Ex dirigente CNIO rompe il silenzio: 'Depravazione per estorcere l'ultimo centesimo
Un centro di ricerca oncologica europeo è accusato di un'ampia trama di corruzione che avrebbe sottratto 30 milioni di euro. L'ex direttore José Manuel Bernabé ha rivelato il ruolo di Juan Arroyo e l'inchiesta continua.
Per almeno quindici anni, il più importante centro di ricerca contro il cancro d'Europa è stato teatro di una complessa e ampiamente diffusa trama di corruzione, che avrebbe sottratto fino a 30 milioni di euro di fondi pubblici manipolando contratti e distorcendo la gestione amministrativa. È questa la situazione rivelata dal recente ex direttore del Centro Nazionale di Ricerche Oncologiche (CNIO), José Manuel Bernabé, che ha lasciato il ruolo dopo un'indagine incompleta per presunte molestie. Bernabé ha condiviso dettagli su come si fosse sviluppata questa presunta trama, supportati da decine di documenti analizzati da un quotidiano. Il caso, per ampiezza e gravità, rappresenterebbe il più grande episodio di corruzione in un ente scientifico nella storia recente.
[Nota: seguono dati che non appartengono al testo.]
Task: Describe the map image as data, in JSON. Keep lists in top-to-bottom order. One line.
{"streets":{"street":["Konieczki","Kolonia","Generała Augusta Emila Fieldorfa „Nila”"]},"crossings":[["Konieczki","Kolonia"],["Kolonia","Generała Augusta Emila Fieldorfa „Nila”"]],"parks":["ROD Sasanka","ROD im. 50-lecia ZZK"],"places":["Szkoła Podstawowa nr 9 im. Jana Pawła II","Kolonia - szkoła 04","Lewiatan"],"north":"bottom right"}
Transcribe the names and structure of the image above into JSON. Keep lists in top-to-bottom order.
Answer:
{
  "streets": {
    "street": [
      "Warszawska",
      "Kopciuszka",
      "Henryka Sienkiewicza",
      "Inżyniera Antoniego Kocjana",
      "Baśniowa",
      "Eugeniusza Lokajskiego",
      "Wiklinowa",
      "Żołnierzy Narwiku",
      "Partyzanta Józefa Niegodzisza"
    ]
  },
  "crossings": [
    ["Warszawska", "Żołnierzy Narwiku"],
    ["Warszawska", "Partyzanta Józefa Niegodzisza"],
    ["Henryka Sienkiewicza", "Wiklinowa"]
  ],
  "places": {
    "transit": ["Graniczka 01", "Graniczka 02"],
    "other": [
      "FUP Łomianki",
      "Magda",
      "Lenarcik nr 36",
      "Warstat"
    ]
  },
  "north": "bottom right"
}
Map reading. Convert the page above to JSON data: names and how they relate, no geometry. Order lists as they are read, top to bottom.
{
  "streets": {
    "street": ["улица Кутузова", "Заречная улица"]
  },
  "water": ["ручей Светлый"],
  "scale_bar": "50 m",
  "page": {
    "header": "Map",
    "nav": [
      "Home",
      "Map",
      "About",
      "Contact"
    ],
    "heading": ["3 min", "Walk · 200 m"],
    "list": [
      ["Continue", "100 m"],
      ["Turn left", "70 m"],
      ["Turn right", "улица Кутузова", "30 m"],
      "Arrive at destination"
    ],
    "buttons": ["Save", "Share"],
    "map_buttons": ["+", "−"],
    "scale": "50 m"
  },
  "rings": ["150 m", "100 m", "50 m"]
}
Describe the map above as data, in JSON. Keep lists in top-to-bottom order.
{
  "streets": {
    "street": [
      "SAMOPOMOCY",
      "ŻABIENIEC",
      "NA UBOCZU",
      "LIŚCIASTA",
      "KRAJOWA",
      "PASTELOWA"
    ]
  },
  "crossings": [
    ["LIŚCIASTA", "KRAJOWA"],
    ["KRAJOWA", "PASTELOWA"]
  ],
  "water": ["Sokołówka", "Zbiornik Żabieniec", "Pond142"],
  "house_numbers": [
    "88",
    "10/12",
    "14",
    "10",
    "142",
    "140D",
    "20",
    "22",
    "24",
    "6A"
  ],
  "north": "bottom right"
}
La figura centrale della trama è Juan Arroyo, che aveva guidato il CNIO dal 2009 al suo allontanamento nel 2025. Bernabé ha parlato di malversazione, documenti falsi, traffico di influenza e di dipendenti assunti con fondi pubblici che agivano come servitori personali del capo della trama. Questi indizi si aggiungono a quelli già segnalati da un ex alto funzionario del CNIO, che aveva iniziato un'indagine della Procura Anticorrupzione nel novembre scorso. Bernabé ha rivelato che, nonostante le sue iniziative, la struttura del CNIO era un caos deliberato, progettato per nascondere informazioni cruciali. La mancanza di digitalizzazione e l'incapacità di trovare documenti o fatture rendevano la gestione del centro estremamente complessa.
Il contesto della vicenda si colloca all'interno di un sistema amministrativo pubblico che, negli anni, ha visto il CNIO diventare un simbolo di inefficienza e corruzione. Il centro, destinato a promuovere la ricerca sul cancro, è stato per decenni un'istituzione che ha affrontato conflitti interni e accuse di gestione non trasparente. La nomina di Bernabé, nel settembre 2024, era stata vista come un'opportunità per rinnovare il CNIO, con il sostegno del ministero della Scienza, dell'Innovazione e dell'Università. Tuttavia, il suo arrivo ha rivelato una realtà completamente diversa: un ambiente in cui le pratiche illegali erano integrate nella routine. Bernabé ha sottolineato che, per affrontare la situazione, sarebbe stato necessario un team multidisciplinare, non solo un direttore.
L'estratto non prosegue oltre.